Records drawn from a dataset
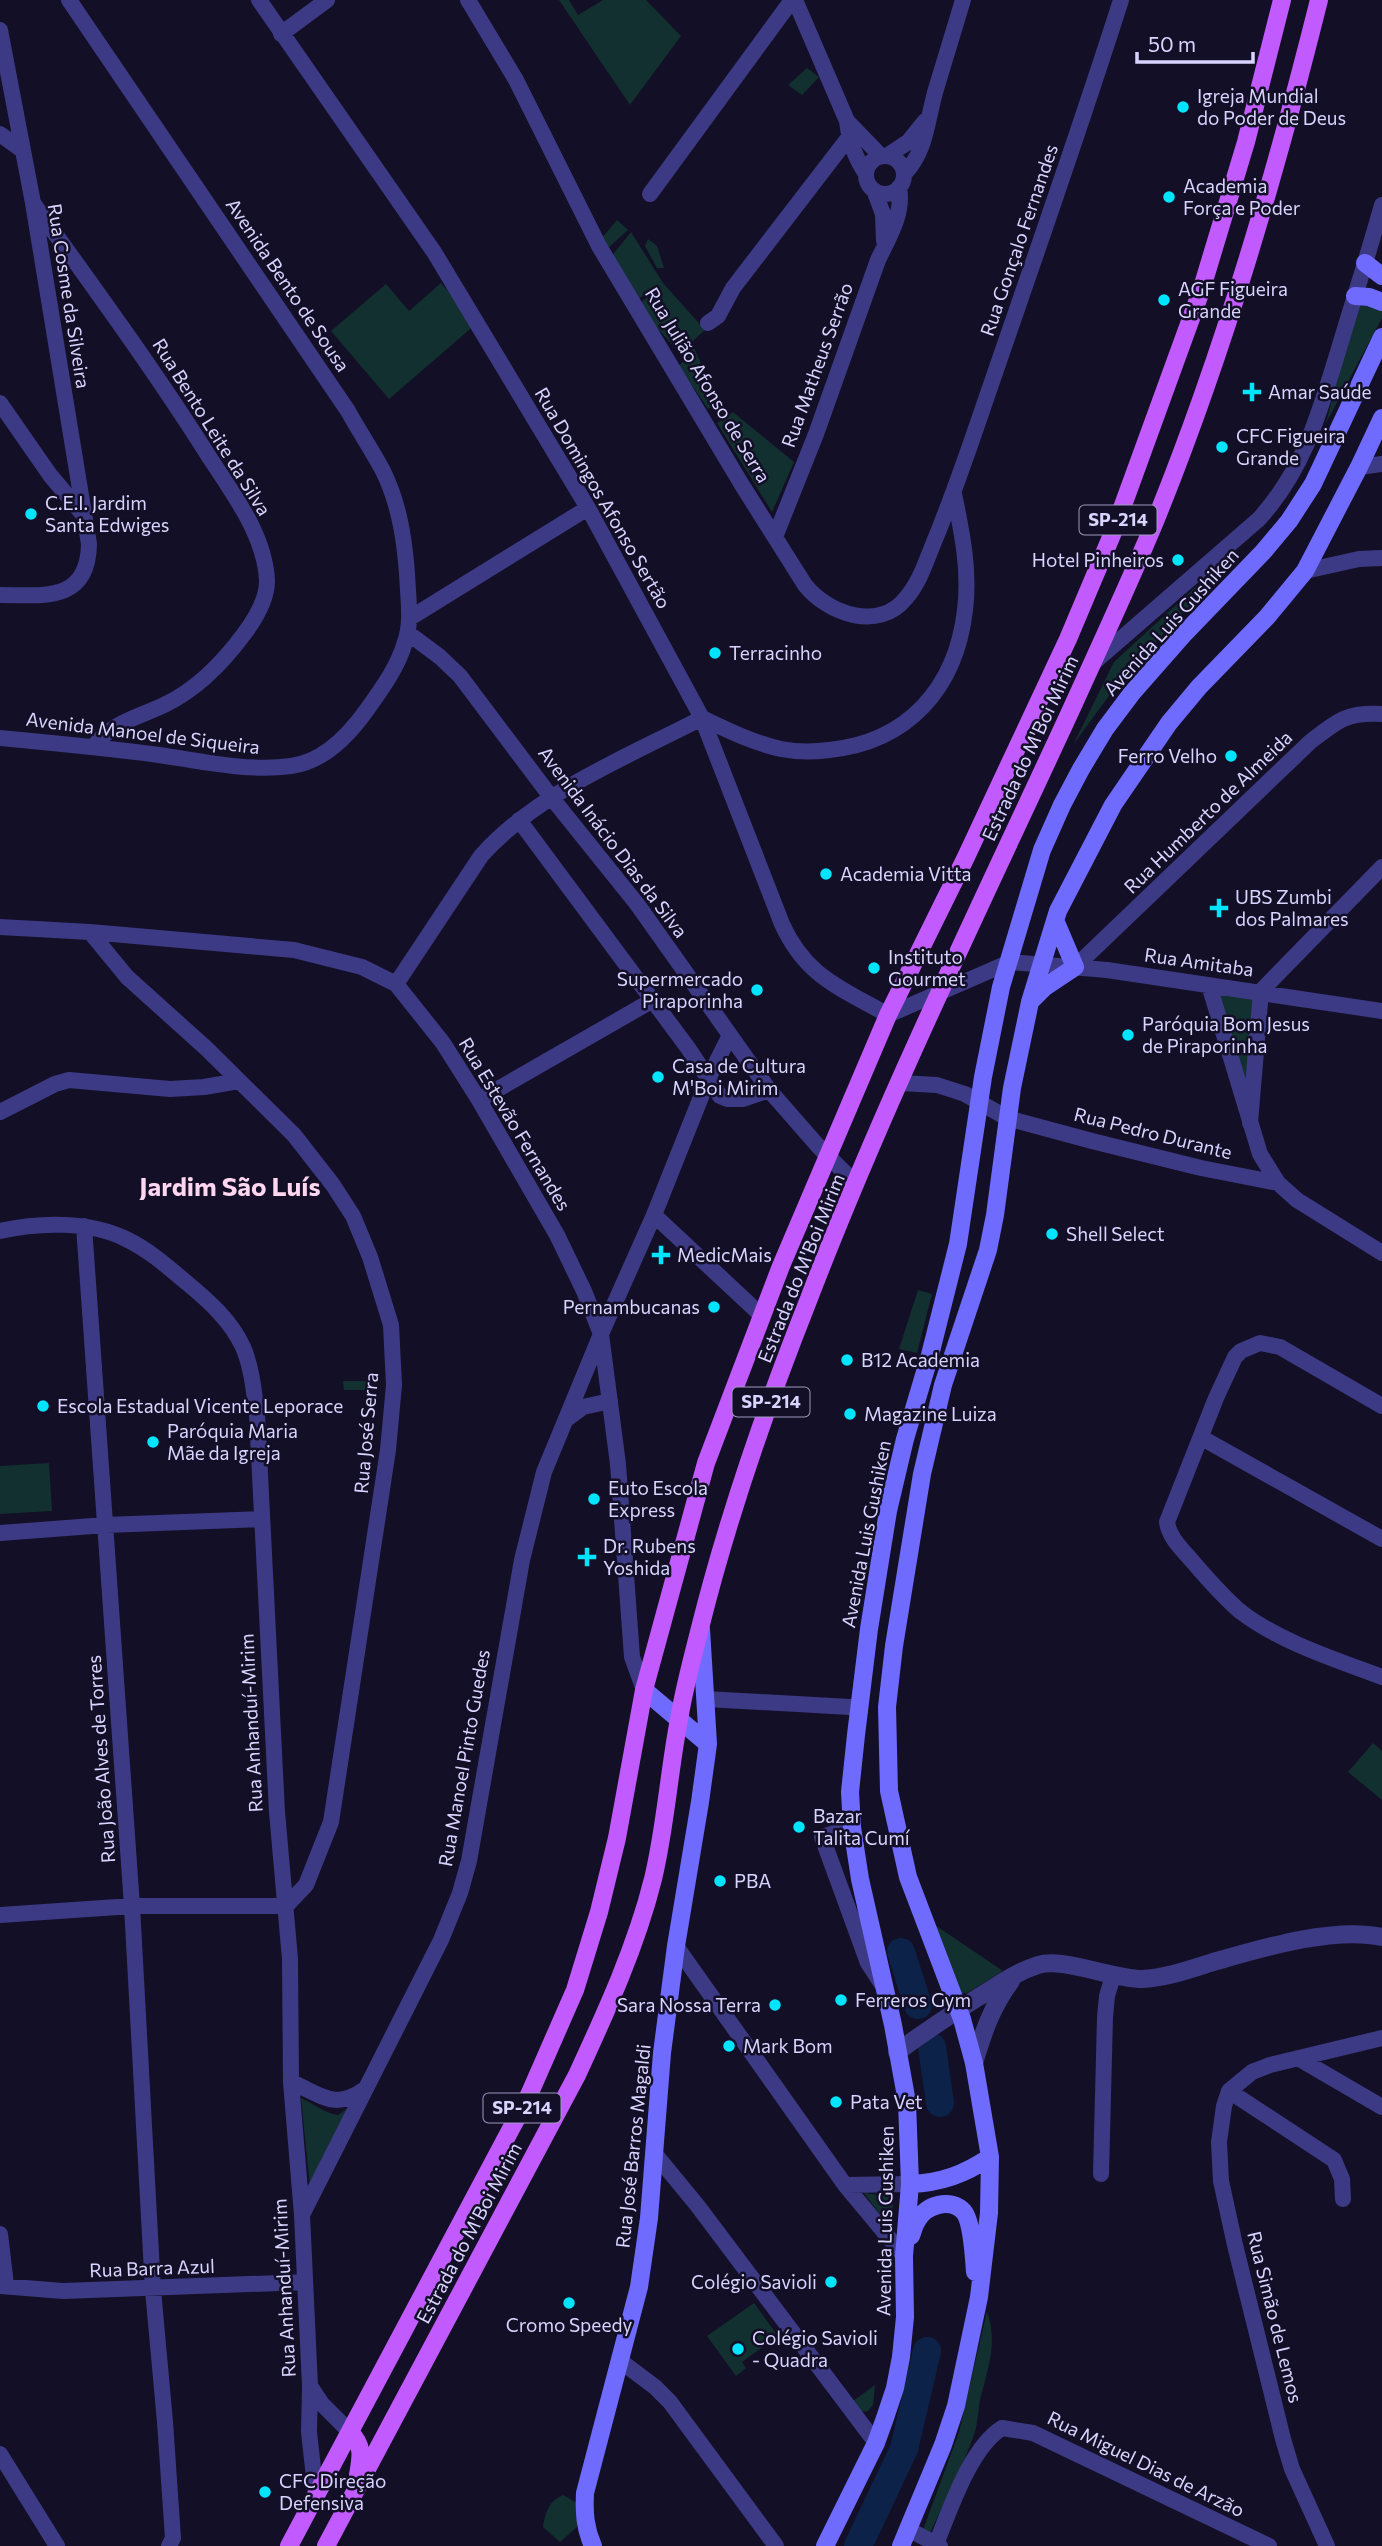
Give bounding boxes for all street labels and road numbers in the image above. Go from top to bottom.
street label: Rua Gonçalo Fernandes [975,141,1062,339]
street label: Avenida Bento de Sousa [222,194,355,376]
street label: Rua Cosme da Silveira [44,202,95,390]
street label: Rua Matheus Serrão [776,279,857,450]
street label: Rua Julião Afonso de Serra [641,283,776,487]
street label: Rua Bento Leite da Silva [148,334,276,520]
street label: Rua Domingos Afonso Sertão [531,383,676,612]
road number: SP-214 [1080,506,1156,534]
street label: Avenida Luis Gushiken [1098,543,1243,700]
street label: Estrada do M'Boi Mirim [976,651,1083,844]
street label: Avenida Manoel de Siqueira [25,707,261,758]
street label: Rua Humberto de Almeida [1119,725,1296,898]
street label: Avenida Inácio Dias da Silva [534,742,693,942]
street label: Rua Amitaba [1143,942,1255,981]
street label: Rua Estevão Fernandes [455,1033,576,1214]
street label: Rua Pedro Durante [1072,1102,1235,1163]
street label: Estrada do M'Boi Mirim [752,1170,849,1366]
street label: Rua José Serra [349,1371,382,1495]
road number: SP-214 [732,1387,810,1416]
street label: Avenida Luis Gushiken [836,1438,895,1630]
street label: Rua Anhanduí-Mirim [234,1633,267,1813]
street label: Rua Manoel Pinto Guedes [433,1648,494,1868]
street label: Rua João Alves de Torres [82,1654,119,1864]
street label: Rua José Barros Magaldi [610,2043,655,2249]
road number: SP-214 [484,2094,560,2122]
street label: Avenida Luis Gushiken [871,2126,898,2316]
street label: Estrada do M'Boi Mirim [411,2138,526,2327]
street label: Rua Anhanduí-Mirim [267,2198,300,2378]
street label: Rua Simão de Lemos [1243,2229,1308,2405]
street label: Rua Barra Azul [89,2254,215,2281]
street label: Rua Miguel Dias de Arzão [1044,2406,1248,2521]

...

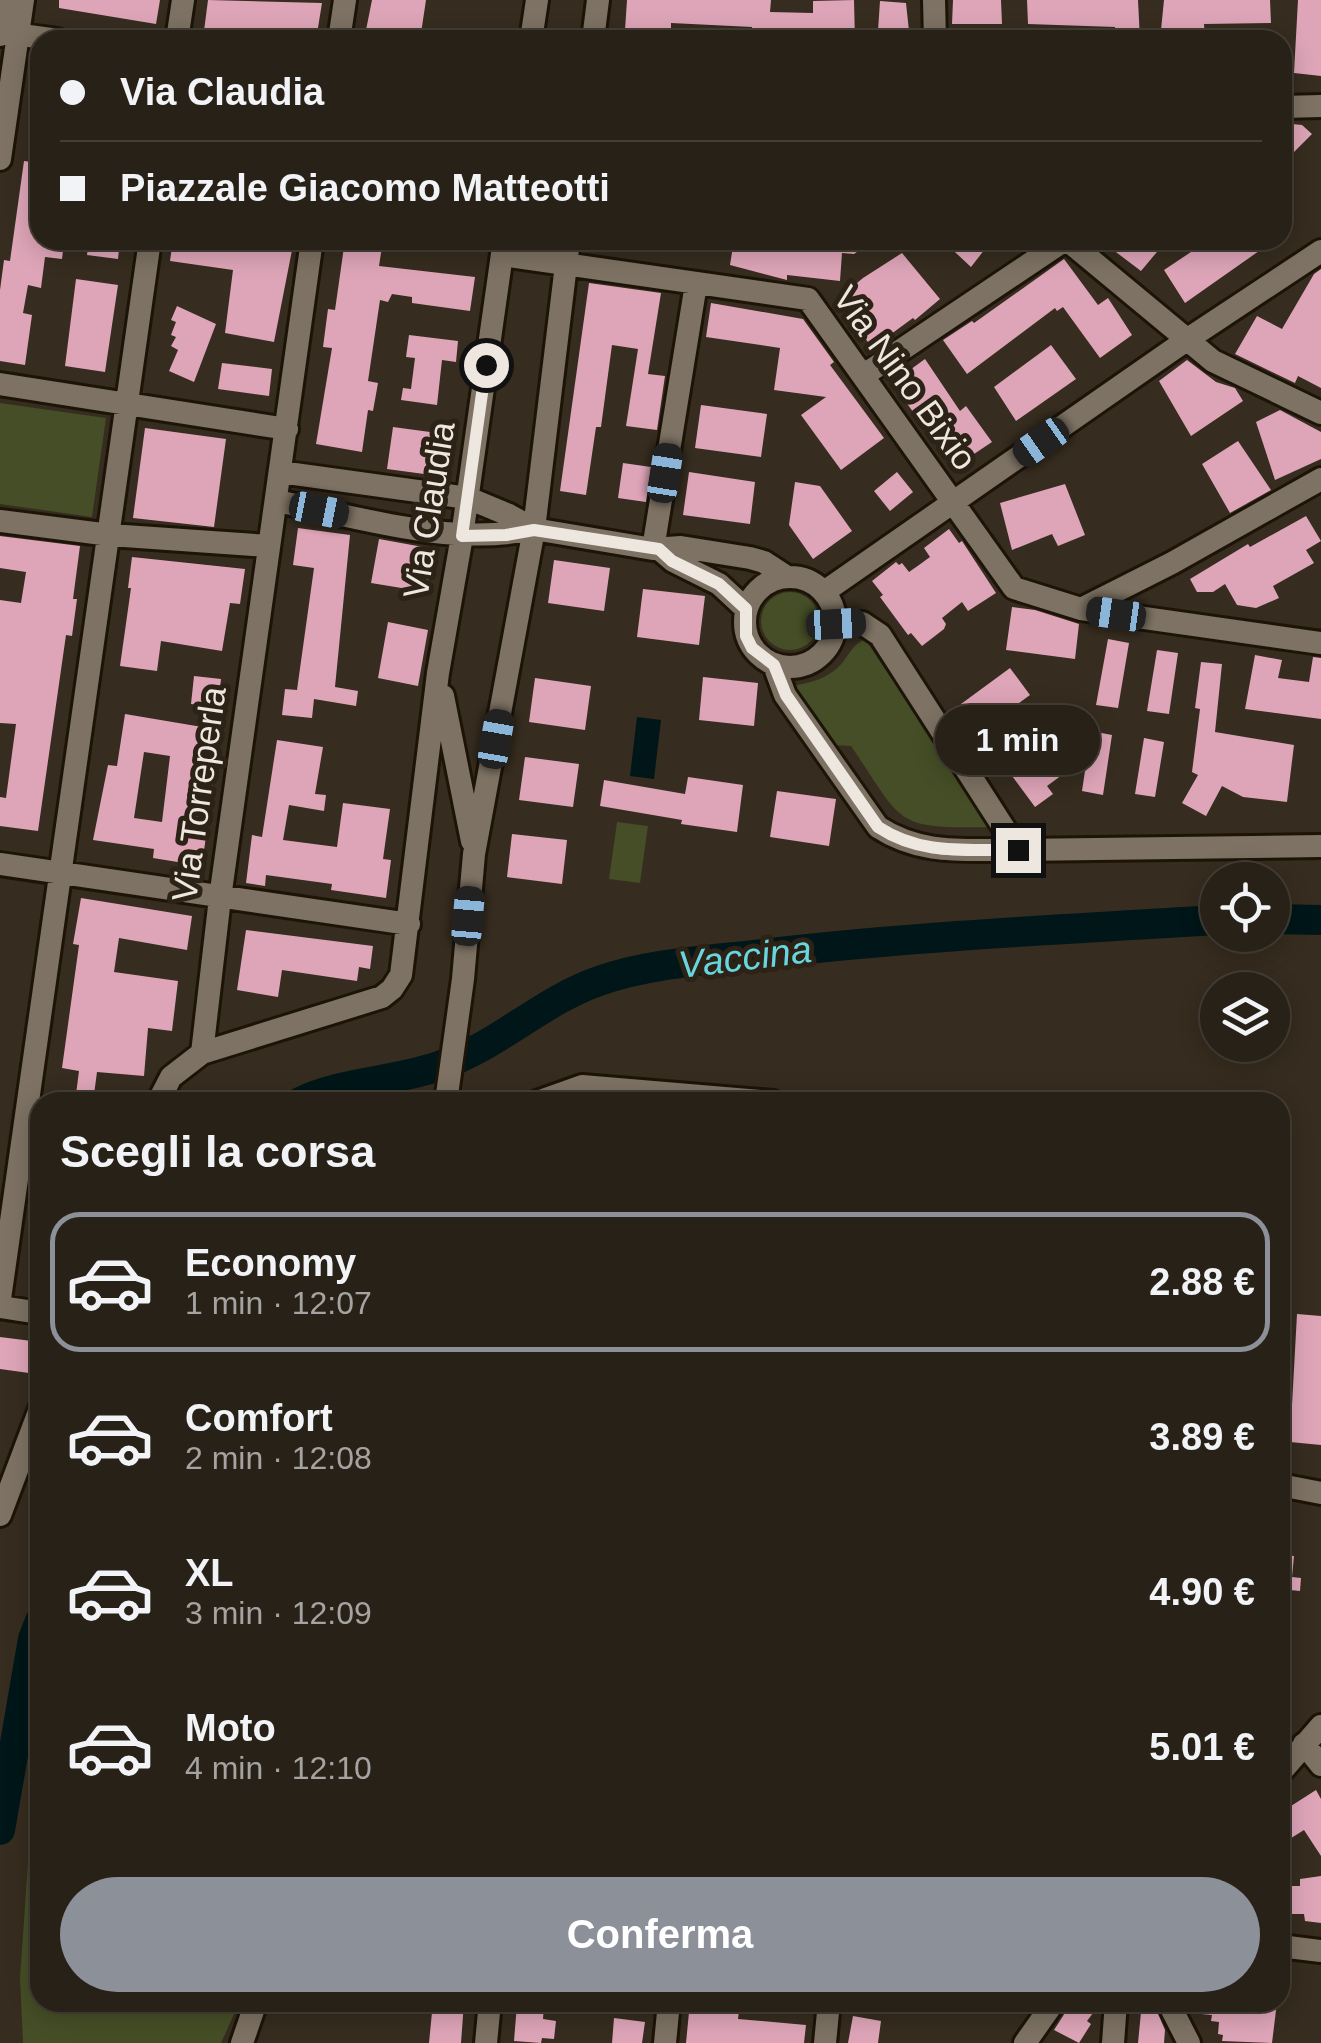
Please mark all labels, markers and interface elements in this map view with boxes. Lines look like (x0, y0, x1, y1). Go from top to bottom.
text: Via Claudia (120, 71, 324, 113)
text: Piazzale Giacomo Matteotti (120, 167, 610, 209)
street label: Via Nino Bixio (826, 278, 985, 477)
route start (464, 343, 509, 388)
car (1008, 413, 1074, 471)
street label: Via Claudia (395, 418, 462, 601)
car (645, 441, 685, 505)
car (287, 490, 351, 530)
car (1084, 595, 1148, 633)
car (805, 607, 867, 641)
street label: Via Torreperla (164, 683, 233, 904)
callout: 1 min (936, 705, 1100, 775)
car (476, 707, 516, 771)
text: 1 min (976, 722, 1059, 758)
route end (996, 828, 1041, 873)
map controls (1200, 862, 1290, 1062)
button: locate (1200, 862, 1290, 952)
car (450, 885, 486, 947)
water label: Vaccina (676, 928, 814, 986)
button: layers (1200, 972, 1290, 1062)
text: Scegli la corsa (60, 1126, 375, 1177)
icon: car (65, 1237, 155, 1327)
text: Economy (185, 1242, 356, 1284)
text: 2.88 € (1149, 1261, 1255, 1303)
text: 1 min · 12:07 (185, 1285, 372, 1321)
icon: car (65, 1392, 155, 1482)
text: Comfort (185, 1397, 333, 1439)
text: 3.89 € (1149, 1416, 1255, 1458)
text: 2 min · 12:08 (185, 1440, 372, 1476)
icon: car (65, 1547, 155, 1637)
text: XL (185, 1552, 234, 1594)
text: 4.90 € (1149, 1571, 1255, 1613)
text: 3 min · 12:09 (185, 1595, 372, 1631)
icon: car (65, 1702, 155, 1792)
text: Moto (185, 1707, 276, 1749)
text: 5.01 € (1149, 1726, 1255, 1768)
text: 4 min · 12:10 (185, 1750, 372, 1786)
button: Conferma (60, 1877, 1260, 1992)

AIM OF THE EXERCISE:
Whenever a line in the entries above includes the word "Silva", pull that line out.

ANSWER:
street label: Rua Bento Leite da Silva [148,334,276,520]
street label: Avenida Inácio Dias da Silva [534,742,693,942]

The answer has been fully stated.